=== WHAT IS EXPECTED ===
Go through the records and filter out every line lacking the word "down"; copy the lines that remain.

=== RECORDS PROVIDED ===
<<<<
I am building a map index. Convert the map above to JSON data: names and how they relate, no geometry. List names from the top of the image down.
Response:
>>>>
<<<<
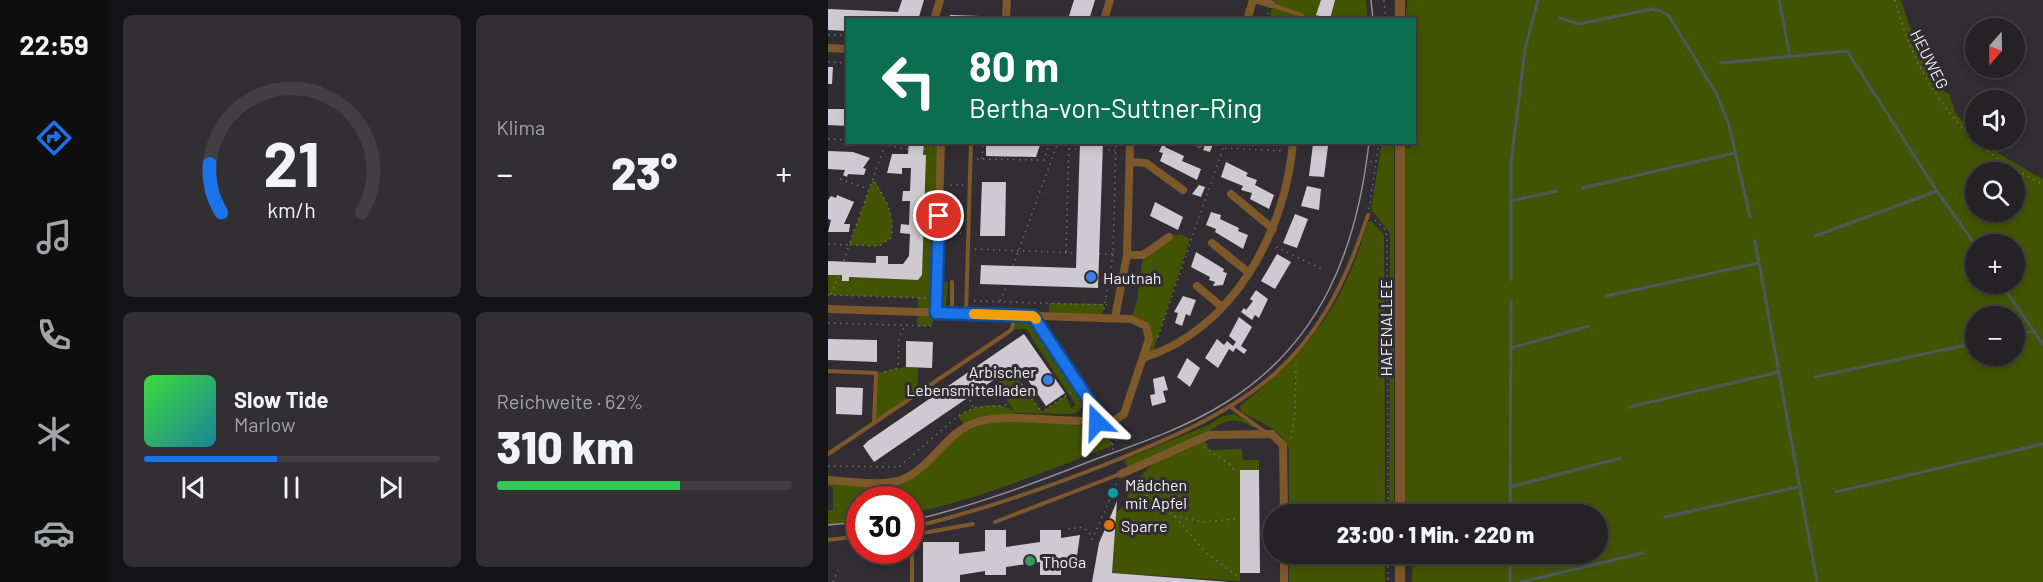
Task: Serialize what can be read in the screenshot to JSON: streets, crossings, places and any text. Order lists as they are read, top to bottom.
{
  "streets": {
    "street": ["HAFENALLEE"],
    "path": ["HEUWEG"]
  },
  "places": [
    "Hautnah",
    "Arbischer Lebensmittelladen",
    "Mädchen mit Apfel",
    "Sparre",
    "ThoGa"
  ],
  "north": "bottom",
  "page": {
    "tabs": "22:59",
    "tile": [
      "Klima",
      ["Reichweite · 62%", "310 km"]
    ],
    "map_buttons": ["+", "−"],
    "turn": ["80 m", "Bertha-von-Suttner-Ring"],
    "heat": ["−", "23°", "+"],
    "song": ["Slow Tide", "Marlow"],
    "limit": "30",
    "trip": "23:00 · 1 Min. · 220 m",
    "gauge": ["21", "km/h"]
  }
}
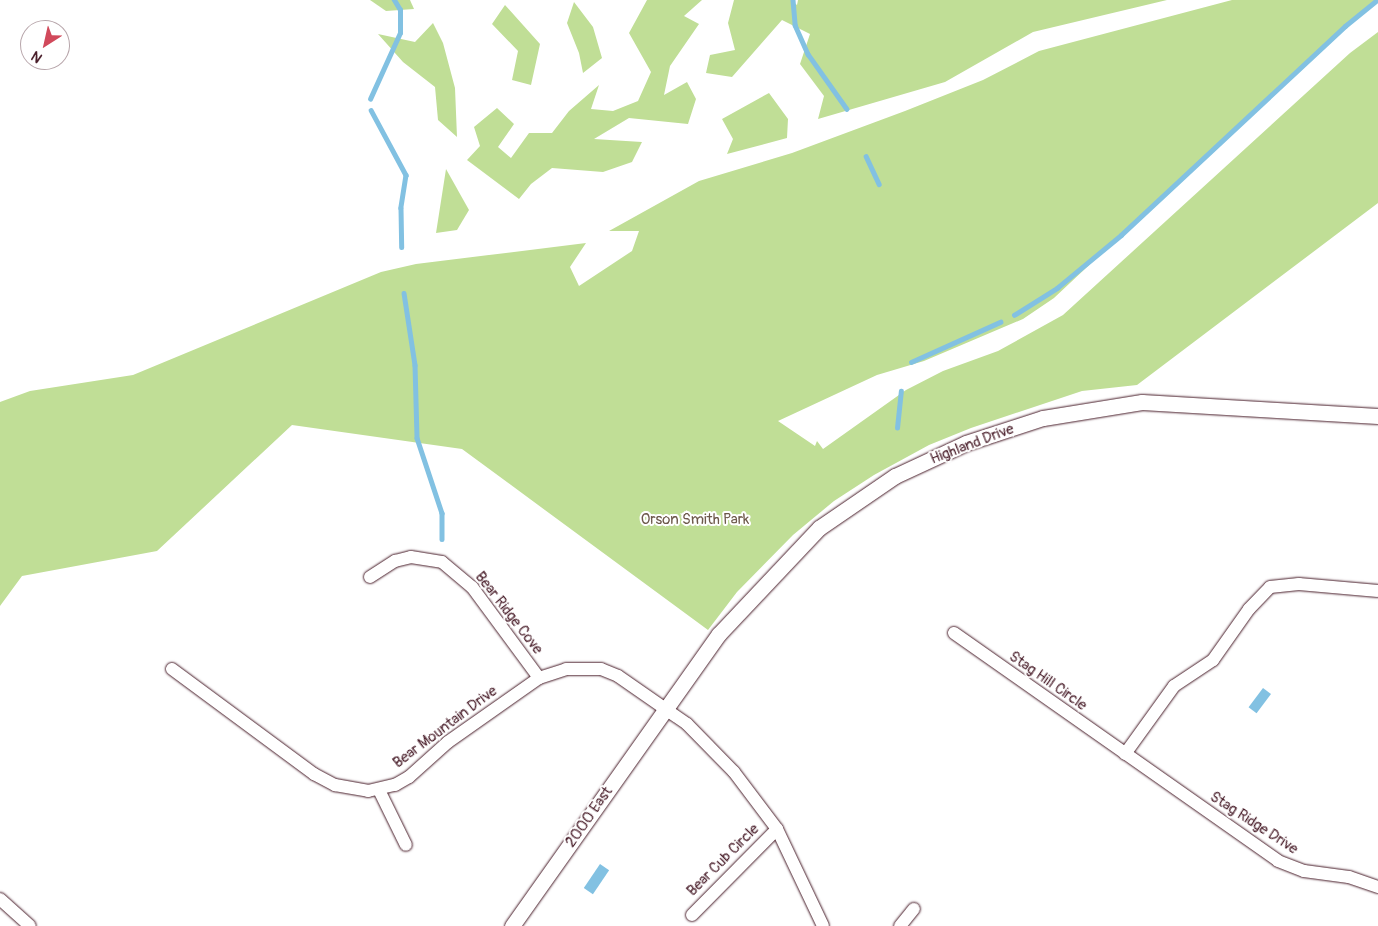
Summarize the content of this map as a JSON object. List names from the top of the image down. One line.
>>>>
=== TASK ANSWER ===
I am building a map index. Convert the map above to JSON data: names and how they relate, no geometry. List names from the top of the image down.
Summarize the content of this map as a JSON object. List names from the top of the image down. One line.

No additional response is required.